Please go through the records below and return every line holding the word "Trakt".

Dataset excerpts
• • • • •
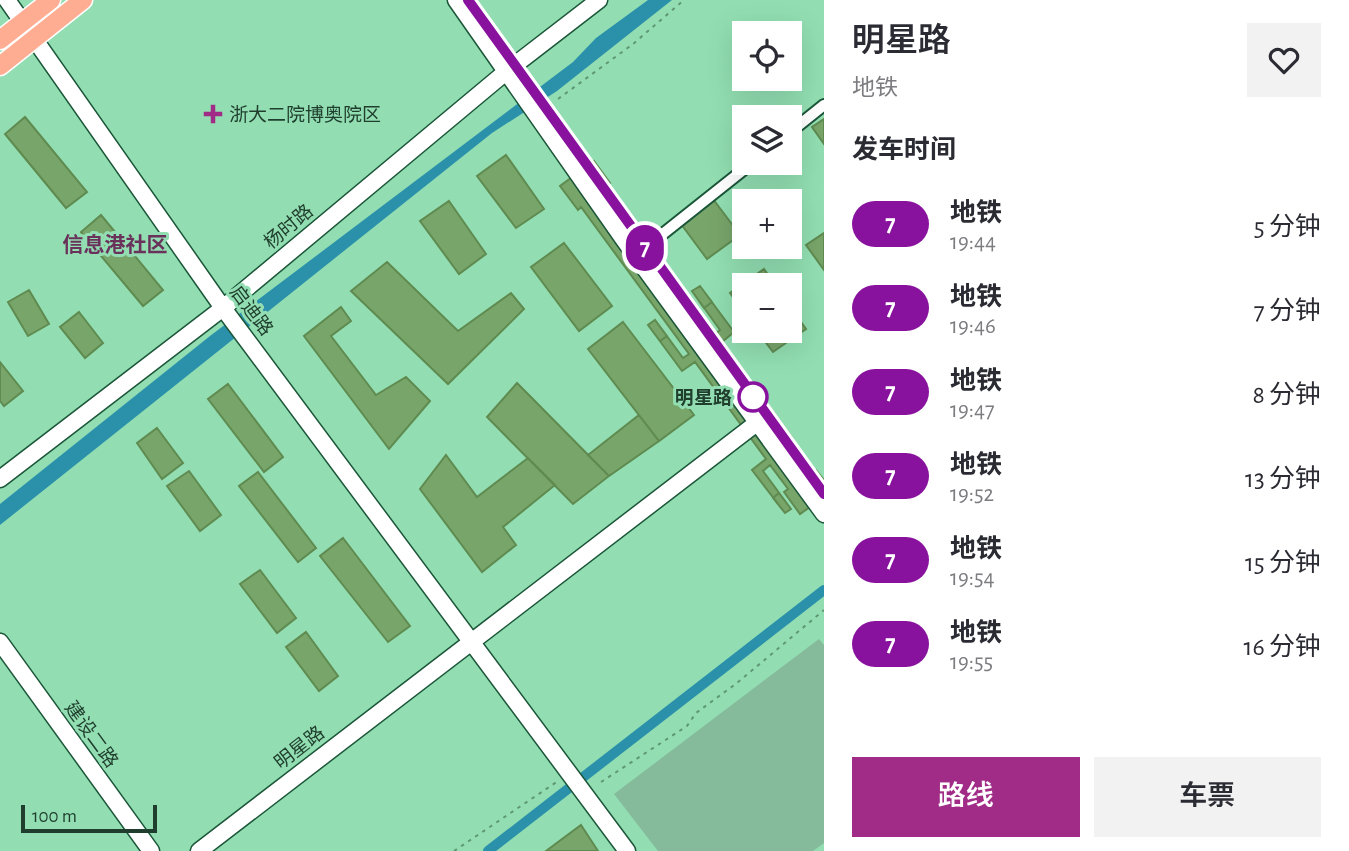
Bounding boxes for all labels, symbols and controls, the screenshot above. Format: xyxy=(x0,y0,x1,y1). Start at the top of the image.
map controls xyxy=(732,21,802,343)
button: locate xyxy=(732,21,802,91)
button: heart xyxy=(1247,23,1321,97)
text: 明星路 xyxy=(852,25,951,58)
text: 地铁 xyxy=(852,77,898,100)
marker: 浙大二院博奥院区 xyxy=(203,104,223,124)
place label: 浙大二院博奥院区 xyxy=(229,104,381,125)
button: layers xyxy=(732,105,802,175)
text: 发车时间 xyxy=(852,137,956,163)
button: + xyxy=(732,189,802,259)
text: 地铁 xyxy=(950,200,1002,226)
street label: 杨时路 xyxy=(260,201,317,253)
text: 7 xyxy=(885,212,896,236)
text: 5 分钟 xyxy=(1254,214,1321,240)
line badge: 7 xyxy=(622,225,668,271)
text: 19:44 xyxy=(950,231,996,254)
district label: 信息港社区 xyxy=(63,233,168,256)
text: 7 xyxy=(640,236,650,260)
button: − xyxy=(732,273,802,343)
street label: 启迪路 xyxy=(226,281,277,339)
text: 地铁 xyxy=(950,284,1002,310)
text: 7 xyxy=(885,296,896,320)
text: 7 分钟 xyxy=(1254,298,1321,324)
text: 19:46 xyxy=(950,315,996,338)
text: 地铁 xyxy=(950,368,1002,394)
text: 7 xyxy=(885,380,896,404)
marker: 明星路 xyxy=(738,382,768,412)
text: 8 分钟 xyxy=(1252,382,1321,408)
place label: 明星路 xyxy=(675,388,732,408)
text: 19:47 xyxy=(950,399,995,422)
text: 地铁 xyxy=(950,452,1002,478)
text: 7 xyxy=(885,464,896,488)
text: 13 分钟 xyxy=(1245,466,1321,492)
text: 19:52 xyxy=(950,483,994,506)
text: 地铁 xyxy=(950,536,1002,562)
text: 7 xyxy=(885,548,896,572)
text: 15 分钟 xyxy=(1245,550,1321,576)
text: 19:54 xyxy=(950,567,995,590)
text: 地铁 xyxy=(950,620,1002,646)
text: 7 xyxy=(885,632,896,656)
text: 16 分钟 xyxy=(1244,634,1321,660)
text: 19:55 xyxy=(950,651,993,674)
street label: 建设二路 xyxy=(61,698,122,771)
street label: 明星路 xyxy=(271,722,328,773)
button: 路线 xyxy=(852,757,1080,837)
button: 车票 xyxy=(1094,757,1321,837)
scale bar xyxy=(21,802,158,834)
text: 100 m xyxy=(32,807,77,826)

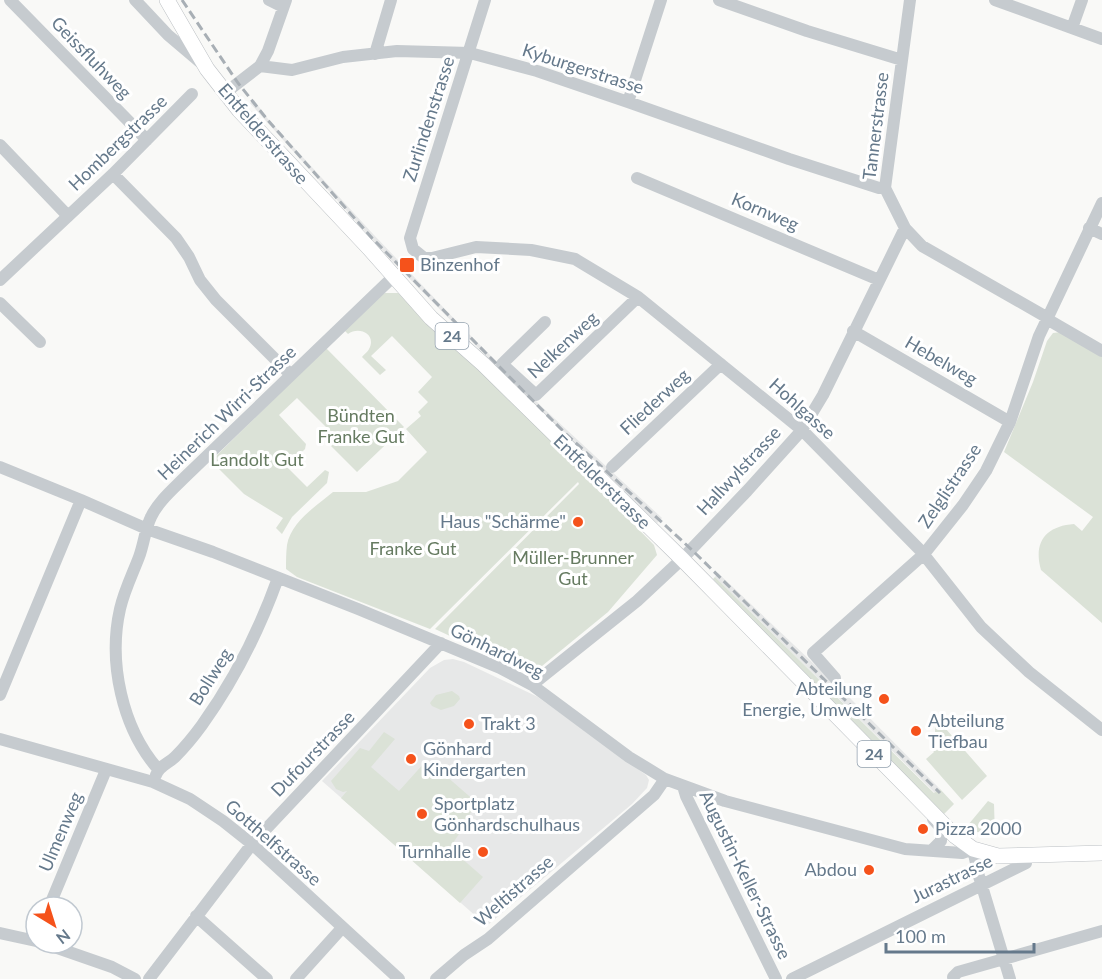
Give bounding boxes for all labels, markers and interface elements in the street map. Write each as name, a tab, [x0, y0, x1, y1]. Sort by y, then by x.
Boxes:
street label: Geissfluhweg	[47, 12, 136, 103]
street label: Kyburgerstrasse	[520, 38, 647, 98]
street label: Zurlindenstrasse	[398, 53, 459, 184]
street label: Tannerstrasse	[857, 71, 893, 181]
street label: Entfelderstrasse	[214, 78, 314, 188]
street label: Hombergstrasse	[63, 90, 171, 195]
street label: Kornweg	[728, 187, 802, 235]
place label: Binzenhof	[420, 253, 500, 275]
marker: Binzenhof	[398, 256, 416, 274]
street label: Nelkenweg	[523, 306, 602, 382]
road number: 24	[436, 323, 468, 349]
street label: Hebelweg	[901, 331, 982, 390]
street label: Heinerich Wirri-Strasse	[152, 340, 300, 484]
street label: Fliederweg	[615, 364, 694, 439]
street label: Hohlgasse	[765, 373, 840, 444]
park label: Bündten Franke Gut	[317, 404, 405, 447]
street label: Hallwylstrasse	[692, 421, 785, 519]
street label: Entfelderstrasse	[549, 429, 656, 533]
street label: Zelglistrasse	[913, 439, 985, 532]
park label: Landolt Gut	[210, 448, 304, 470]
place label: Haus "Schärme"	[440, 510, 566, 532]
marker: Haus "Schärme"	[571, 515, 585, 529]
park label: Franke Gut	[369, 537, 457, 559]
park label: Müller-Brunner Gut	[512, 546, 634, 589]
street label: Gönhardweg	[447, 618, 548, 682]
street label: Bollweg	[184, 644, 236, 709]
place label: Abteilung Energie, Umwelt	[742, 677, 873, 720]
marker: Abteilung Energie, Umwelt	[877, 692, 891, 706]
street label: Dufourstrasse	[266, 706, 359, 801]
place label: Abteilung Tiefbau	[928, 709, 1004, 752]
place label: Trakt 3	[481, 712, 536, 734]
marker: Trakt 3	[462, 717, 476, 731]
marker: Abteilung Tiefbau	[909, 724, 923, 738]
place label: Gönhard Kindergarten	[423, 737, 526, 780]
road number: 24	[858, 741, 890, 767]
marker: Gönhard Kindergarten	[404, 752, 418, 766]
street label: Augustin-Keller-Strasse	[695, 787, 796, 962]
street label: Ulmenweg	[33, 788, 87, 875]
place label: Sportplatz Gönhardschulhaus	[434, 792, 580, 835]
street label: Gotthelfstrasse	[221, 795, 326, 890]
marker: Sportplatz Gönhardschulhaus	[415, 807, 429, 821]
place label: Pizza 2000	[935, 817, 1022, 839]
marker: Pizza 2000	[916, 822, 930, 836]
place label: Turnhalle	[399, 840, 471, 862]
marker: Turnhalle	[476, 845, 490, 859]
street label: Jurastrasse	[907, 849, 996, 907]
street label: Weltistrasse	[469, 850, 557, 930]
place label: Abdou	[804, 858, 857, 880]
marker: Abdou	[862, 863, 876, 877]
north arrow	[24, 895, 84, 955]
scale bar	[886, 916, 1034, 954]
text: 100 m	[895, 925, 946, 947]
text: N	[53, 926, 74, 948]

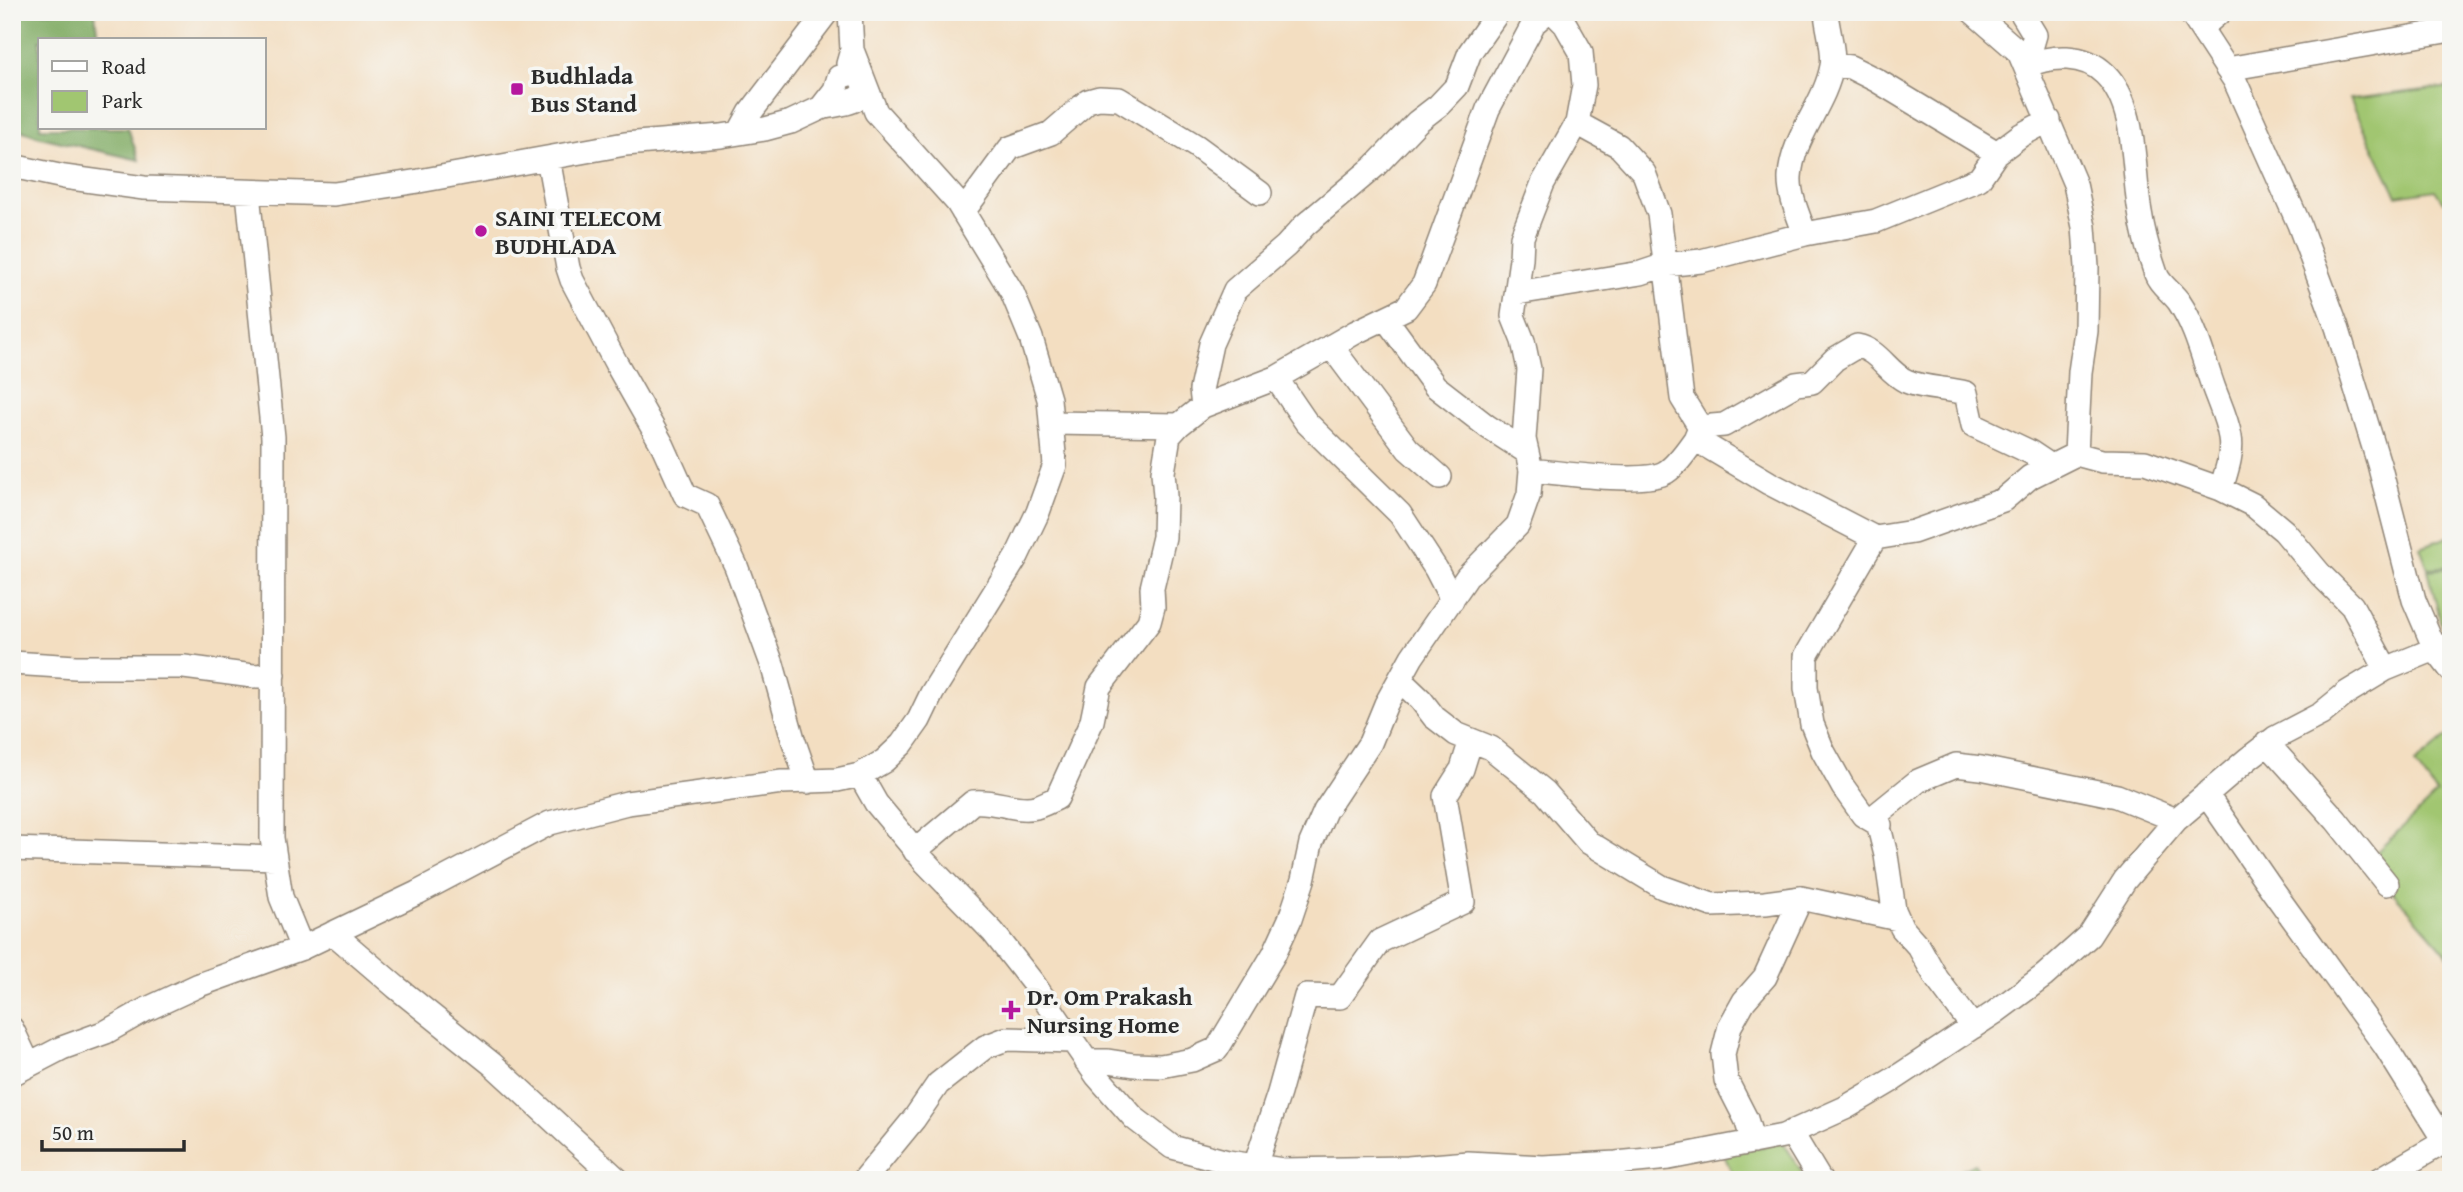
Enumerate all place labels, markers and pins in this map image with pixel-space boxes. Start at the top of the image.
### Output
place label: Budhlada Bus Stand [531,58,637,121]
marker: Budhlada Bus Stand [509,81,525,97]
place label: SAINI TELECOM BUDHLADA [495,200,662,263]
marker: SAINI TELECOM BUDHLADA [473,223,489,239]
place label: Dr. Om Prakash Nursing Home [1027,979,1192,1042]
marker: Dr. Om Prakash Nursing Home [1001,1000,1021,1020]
• • • • •
ANSWER BELOW:
place label: Trakt 3	[481, 712, 536, 734]
marker: Trakt 3	[462, 717, 476, 731]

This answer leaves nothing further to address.